The first fight was actually a class-based one. The sport was largely seen as a rich person’s pastime, but in the early 1900s, there was a push to provide public golf courses. As reported by a journalist in 1913, “Golf is and ought to be brought within the reach of all, poor or rich…in the interest of a better and saner citizenship.” Such arguments worked, and cities across the nation began building municipal golf courses. Though all classes were enjoying the sport, Kirsch points out that most of the players were white. But in the mid-twentieth century, the rise of public golf courses also saw “growing popularity of the sport among lower and middle class African Americans who were excluded from white country clubs.”
Though access to public courses was easier in the North, it wasn’t always guaranteed. In 1910, for example, golfer Walter Speedy was denied entry, along with three other Black golfers, to Chicago’s Jackson Park. Speedy later went on to co-found the Alpha Golf Club and held Chicago’s first African American golf tournament. Speedy won this tournament, earning the right to compete against white golfers at the Amateur Golf Tournament in Jackson Park. But in the years that followed, the tournament organizers introduced several rules designed to keep Black players out, eventually outright barring them from participating. In response, middle- and upper-income Black players began starting their own private clubs.

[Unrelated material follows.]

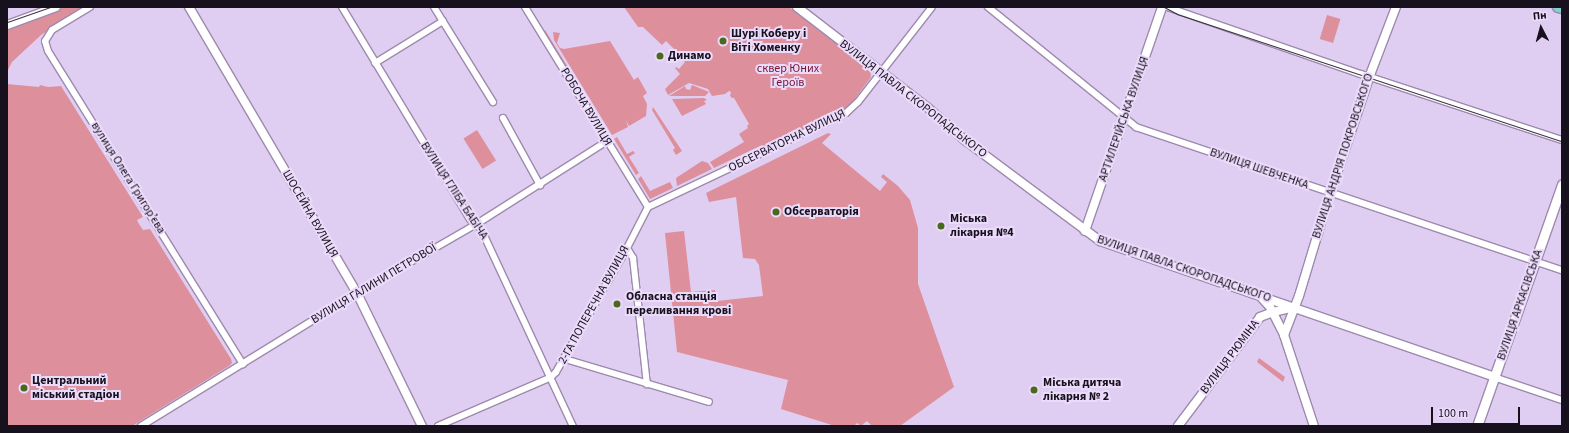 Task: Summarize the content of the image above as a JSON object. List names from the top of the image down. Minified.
{"streets":{"main road":["ВУЛИЦЯ АРКАСІВСЬКА"],"street":["ВУЛИЦЯ ПАВЛА СКОРОПАДСЬКОГО","РОБОЧА ВУЛИЦЯ","АРТИЛЕРІЙСЬКА ВУЛИЦЯ","ОБСЕРВАТОРНА ВУЛИЦЯ","ВУЛИЦЯ АНДРІЯ ПОКРОВСЬКОГО","ВУЛИЦЯ ШЕВЧЕНКА","вулиця Олега Григорʼєва","ВУЛИЦЯ ГЛІБА БАБІЧА","ШОСЕЙНА ВУЛИЦЯ","ВУЛИЦЯ ГАЛИНИ ПЕТРОВОЇ","2-ГА ПОПЕРЕЧНА ВУЛИЦЯ","ВУЛИЦЯ РЮМІНА"]},"crossings":[["ВУЛИЦЯ ПАВЛА СКОРОПАДСЬКОГО","АРТИЛЕРІЙСЬКА ВУЛИЦЯ"],["ВУЛИЦЯ ПАВЛА СКОРОПАДСЬКОГО","ОБСЕРВАТОРНА ВУЛИЦЯ"],["ВУЛИЦЯ ПАВЛА СКОРОПАДСЬКОГО","ВУЛИЦЯ АНДРІЯ ПОКРОВСЬКОГО"],["ВУЛИЦЯ ПАВЛА СКОРОПАДСЬКОГО","ВУЛИЦЯ АРКАСІВСЬКА"],["ВУЛИЦЯ ПАВЛА СКОРОПАДСЬКОГО","ВУЛИЦЯ РЮМІНА"],["РОБОЧА ВУЛИЦЯ","ОБСЕРВАТОРНА ВУЛИЦЯ"],["РОБОЧА ВУЛИЦЯ","ВУЛИЦЯ ГАЛИНИ ПЕТРОВОЇ"],["РОБОЧА ВУЛИЦЯ","2-ГА ПОПЕРЕЧНА ВУЛИЦЯ"],["АРТИЛЕРІЙСЬКА ВУЛИЦЯ","ВУЛИЦЯ ШЕВЧЕНКА"],["ОБСЕРВАТОРНА ВУЛИЦЯ","2-ГА ПОПЕРЕЧНА ВУЛИЦЯ"],["ВУЛИЦЯ АНДРІЯ ПОКРОВСЬКОГО","ВУЛИЦЯ ШЕВЧЕНКА"],["ВУЛИЦЯ АНДРІЯ ПОКРОВСЬКОГО","ВУЛИЦЯ РЮМІНА"],["ВУЛИЦЯ ШЕВЧЕНКА","ВУЛИЦЯ АРКАСІВСЬКА"],["вулиця Олега Григорʼєва","ВУЛИЦЯ ГАЛИНИ ПЕТРОВОЇ"],["ВУЛИЦЯ ГЛІБА БАБІЧА","ВУЛИЦЯ ГАЛИНИ ПЕТРОВОЇ"],["ВУЛИЦЯ ГЛІБА БАБІЧА","2-ГА ПОПЕРЕЧНА ВУЛИЦЯ"],["ШОСЕЙНА ВУЛИЦЯ","ВУЛИЦЯ ГАЛИНИ ПЕТРОВОЇ"]],"parks":["сквер Юних Героїв"],"places":["Шурі Коберу і Віті Хоменку","Динамо","Обсерваторія","Міська лікарня №4","Обласна станція переливання крові","Центральний міський стадіон","Міська дитяча лікарня № 2"],"scale_bar":"100 m","north":"top"}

Other golf associations, namely the Professional Golfers Association (PGA), limited its membership to white players. Since its founding in 1916, the organization held this as an unspoken rule, adding their whites-only policy in writing in 1943. And from there, according to historian Thomas B. Jones, “the PGA resolutely excluded African Americans from participating in its tournaments” until 1961.
By the 1940s, there was an organized movement to integrate the courses. In 1941, for example, after getting the nod from the Secretary of the Interior, three Black golfers, accompanied by six police officers, played a round at East Potomac Park Golf Course in Washington, DC. As they played, they were faced with “a hostile crowd of whites who jeered at them and threatened them with assault.” Though the Secretary could see no reason to exclude the players, he realized that he couldn’t provide enough protection for them, and “those who attempted to play at the segregated local municipal courses did so at considerable personal risk.”
A series of lawsuits throughout the 1940s and 1950s brought the discriminatory courses to court, with many courses desegregating only after the passing of the 1964 Civil Rights Act. Though each of these suits advanced the fight for equality to differing degrees, simply mounting them was a step toward the goal. As Kirsch notes, “behind these legal battles were hundreds of African American golfers and their attorneys who fought each step of the way for the right to play the game on public grounds.”